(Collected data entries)
⟨

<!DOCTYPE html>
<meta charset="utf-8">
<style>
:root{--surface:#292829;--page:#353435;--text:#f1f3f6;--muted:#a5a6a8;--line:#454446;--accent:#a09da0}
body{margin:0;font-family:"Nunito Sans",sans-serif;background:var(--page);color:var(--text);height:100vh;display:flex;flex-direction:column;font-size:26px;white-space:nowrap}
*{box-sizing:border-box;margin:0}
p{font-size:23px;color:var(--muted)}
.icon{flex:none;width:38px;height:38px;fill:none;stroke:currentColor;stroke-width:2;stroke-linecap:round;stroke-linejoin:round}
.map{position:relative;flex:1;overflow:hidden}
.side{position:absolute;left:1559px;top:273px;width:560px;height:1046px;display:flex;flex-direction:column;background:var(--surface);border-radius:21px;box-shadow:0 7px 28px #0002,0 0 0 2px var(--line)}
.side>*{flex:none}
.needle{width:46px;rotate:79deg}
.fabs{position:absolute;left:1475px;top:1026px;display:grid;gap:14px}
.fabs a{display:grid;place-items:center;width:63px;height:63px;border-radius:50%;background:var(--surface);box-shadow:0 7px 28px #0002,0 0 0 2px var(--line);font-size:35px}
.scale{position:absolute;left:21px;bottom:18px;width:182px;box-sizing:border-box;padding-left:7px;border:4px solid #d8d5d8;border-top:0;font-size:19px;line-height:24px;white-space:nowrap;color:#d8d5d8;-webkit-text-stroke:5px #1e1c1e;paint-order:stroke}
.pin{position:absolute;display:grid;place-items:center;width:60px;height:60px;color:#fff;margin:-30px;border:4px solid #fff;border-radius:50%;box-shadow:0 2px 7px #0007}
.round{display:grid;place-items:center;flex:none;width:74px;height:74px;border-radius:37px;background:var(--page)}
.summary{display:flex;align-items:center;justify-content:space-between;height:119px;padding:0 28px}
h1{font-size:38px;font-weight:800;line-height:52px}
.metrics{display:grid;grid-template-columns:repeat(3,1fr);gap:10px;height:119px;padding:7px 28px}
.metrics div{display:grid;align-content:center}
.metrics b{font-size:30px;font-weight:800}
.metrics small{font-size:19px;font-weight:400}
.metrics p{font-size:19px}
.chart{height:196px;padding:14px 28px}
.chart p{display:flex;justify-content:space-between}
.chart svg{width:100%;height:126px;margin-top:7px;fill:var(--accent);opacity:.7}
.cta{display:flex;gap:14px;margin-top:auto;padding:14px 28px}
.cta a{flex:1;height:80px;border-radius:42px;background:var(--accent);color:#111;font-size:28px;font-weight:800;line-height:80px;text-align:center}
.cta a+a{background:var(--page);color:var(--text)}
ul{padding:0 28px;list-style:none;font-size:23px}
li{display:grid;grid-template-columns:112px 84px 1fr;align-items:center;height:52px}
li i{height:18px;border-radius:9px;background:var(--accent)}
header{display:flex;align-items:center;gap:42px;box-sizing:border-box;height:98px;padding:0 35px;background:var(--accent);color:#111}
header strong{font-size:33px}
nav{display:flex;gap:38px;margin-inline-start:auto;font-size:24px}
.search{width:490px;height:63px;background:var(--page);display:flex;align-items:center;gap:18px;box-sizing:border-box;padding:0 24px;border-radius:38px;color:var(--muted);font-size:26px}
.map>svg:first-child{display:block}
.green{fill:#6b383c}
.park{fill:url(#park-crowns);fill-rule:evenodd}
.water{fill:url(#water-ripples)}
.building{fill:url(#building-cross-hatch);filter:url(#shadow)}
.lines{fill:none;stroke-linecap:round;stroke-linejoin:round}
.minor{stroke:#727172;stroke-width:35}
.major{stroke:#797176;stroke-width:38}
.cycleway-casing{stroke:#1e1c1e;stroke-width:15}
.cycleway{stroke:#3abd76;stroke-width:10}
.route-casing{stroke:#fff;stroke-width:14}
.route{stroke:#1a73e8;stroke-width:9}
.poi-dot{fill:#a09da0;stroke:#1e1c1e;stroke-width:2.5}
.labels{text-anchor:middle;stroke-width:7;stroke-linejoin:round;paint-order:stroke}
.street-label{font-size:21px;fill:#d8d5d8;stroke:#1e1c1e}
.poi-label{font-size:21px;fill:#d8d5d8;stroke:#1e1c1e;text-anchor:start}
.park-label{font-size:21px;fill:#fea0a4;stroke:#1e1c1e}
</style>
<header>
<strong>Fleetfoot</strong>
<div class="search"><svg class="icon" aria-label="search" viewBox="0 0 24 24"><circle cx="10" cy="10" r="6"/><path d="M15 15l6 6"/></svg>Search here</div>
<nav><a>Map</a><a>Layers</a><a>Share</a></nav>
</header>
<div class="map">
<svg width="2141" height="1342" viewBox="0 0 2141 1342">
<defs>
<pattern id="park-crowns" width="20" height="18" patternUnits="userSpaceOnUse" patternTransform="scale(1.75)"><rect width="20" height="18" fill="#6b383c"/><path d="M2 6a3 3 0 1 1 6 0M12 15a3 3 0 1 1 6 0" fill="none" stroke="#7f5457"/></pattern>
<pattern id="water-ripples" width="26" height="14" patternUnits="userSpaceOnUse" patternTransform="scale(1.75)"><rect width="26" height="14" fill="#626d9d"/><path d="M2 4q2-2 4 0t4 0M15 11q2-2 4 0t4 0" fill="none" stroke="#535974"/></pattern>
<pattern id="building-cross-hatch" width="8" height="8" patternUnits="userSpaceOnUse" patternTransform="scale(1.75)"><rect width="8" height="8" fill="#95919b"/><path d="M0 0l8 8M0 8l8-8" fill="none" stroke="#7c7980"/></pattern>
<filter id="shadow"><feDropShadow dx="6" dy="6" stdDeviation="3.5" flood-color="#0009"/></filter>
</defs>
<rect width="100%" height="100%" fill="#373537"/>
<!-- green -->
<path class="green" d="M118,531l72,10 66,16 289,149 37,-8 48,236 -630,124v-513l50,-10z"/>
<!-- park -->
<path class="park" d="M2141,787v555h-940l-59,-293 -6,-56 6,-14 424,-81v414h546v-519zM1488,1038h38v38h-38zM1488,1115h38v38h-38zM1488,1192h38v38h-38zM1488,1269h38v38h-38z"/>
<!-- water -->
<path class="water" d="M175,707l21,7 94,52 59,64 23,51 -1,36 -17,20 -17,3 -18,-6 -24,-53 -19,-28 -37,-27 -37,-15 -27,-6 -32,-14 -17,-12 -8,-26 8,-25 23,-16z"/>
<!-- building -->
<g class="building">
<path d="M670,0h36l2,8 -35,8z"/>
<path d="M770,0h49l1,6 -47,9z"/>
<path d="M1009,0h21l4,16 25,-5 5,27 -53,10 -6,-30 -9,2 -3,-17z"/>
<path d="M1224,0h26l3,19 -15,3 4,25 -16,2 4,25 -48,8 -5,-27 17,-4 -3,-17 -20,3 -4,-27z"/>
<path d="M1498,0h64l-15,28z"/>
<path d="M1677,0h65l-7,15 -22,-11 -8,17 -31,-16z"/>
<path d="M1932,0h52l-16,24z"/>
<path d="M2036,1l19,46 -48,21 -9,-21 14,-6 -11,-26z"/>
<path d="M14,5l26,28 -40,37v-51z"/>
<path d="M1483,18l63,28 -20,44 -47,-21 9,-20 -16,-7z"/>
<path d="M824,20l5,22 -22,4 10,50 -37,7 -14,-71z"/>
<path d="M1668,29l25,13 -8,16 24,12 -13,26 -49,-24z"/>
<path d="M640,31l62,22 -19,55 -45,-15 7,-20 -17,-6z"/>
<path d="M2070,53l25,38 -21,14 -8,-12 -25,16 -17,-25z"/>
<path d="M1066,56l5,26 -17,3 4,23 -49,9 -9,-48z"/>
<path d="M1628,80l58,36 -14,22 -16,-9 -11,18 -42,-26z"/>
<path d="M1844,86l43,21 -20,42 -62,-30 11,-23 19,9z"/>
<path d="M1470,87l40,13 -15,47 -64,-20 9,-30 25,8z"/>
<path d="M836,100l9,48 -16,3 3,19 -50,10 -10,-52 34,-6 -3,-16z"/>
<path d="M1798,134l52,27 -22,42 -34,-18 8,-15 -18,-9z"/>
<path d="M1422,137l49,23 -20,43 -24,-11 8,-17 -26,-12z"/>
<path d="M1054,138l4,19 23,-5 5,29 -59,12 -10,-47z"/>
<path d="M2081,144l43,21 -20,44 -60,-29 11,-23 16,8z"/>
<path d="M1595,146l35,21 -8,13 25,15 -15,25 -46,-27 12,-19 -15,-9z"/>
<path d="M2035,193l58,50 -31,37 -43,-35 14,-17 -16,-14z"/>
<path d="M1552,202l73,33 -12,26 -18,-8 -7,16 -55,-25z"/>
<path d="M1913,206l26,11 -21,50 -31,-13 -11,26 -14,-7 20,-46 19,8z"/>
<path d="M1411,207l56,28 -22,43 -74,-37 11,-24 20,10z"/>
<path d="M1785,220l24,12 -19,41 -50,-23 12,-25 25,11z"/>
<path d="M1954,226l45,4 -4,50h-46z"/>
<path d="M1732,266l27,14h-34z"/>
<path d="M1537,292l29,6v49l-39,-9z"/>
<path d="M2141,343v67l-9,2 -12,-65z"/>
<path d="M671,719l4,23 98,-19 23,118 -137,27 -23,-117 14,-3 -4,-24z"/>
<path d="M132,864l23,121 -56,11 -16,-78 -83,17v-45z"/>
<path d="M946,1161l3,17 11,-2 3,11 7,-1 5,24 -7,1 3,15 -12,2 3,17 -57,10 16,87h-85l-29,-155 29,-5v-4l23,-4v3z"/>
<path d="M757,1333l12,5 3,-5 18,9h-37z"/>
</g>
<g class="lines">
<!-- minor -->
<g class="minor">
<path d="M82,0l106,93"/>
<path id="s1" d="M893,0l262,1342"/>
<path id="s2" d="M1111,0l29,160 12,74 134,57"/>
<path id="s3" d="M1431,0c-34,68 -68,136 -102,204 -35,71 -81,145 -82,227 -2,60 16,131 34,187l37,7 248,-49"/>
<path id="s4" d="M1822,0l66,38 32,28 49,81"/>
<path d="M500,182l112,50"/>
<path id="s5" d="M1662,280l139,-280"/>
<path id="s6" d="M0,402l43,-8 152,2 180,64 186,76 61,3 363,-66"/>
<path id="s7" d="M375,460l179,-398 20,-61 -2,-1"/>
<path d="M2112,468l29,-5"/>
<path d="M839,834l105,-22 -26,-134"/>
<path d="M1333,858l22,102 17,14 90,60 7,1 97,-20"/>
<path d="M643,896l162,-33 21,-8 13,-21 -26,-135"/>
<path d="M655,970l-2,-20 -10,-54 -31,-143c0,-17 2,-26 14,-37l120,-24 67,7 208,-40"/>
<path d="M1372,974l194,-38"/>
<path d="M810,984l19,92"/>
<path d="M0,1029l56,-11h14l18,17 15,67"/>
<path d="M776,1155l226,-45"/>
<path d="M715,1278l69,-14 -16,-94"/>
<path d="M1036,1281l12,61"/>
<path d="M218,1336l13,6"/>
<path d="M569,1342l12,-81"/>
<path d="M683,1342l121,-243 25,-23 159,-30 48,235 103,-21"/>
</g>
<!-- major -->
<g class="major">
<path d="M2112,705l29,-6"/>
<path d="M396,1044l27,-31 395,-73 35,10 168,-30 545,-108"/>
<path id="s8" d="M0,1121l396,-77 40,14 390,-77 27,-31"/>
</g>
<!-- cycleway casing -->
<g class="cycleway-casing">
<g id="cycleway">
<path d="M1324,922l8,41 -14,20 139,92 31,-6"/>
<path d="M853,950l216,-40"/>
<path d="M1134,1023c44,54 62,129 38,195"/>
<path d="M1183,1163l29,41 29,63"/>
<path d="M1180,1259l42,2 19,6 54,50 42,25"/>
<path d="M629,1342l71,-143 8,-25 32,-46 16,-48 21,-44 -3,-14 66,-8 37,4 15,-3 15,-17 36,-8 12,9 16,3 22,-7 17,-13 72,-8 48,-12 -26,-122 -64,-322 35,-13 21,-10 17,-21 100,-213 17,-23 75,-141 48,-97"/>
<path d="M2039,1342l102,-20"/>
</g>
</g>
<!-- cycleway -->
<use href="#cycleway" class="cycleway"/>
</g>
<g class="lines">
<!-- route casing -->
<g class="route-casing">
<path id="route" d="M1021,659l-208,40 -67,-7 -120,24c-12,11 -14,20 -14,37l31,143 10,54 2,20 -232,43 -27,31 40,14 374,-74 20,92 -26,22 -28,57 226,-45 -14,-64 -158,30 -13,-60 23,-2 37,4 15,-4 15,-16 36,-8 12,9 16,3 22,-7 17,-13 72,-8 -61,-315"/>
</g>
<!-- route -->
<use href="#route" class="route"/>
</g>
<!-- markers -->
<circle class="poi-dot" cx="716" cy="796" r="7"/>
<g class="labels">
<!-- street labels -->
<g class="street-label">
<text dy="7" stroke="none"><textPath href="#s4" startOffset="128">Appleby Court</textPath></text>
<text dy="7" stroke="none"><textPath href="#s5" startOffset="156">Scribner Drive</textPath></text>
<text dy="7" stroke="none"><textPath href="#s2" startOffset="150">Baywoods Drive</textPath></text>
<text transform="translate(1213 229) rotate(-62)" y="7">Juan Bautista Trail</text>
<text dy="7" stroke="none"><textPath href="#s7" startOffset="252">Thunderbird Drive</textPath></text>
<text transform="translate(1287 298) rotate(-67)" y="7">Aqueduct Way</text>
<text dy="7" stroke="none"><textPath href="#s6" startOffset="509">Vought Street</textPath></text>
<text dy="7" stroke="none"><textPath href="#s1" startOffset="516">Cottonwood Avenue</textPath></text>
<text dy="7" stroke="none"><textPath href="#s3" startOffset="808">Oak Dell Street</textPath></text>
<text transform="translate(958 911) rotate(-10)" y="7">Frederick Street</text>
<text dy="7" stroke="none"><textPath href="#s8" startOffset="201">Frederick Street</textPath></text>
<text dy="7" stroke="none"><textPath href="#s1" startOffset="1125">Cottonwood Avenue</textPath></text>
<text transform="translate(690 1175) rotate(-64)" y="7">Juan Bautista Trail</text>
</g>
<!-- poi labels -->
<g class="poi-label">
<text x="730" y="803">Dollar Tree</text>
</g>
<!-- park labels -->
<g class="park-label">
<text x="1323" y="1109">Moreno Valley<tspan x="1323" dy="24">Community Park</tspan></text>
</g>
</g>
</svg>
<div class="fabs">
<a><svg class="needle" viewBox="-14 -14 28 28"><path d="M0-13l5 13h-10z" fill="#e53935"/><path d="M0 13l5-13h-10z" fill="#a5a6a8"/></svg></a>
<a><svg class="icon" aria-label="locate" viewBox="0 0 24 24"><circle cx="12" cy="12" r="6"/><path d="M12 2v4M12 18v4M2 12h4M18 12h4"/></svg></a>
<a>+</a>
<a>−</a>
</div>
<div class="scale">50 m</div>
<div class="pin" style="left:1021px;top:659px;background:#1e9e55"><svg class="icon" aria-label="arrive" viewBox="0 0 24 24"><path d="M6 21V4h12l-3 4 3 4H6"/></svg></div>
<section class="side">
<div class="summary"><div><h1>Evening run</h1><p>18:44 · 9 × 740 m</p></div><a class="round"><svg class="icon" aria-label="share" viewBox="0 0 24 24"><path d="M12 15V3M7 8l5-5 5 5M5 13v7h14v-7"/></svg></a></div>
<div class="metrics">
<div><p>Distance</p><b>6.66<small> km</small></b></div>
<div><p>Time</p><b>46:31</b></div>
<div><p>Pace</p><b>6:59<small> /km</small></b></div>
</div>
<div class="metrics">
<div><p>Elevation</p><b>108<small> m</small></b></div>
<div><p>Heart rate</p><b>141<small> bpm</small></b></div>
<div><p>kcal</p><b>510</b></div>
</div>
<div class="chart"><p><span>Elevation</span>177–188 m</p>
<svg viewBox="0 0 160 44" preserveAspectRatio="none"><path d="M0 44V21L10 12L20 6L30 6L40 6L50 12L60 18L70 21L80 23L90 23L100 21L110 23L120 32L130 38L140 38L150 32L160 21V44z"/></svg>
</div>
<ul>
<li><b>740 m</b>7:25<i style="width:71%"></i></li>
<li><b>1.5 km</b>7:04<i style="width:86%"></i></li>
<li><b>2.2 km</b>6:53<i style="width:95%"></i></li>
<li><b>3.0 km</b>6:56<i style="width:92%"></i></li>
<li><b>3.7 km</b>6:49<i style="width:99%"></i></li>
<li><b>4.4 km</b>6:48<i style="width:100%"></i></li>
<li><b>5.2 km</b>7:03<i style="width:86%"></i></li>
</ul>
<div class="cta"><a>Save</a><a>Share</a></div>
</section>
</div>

⟩

### Task brief
Each line in the records that carries "fabs" must be copied out.

### Completed exercise
.fabs{position:absolute;left:1475px;top:1026px;display:grid;gap:14px}
.fabs a{display:grid;place-items:center;width:63px;height:63px;border-radius:50%;background:var(--surface);box-shadow:0 7px 28px #0002,0 0 0 2px var(--line);font-size:35px}
<div class="fabs">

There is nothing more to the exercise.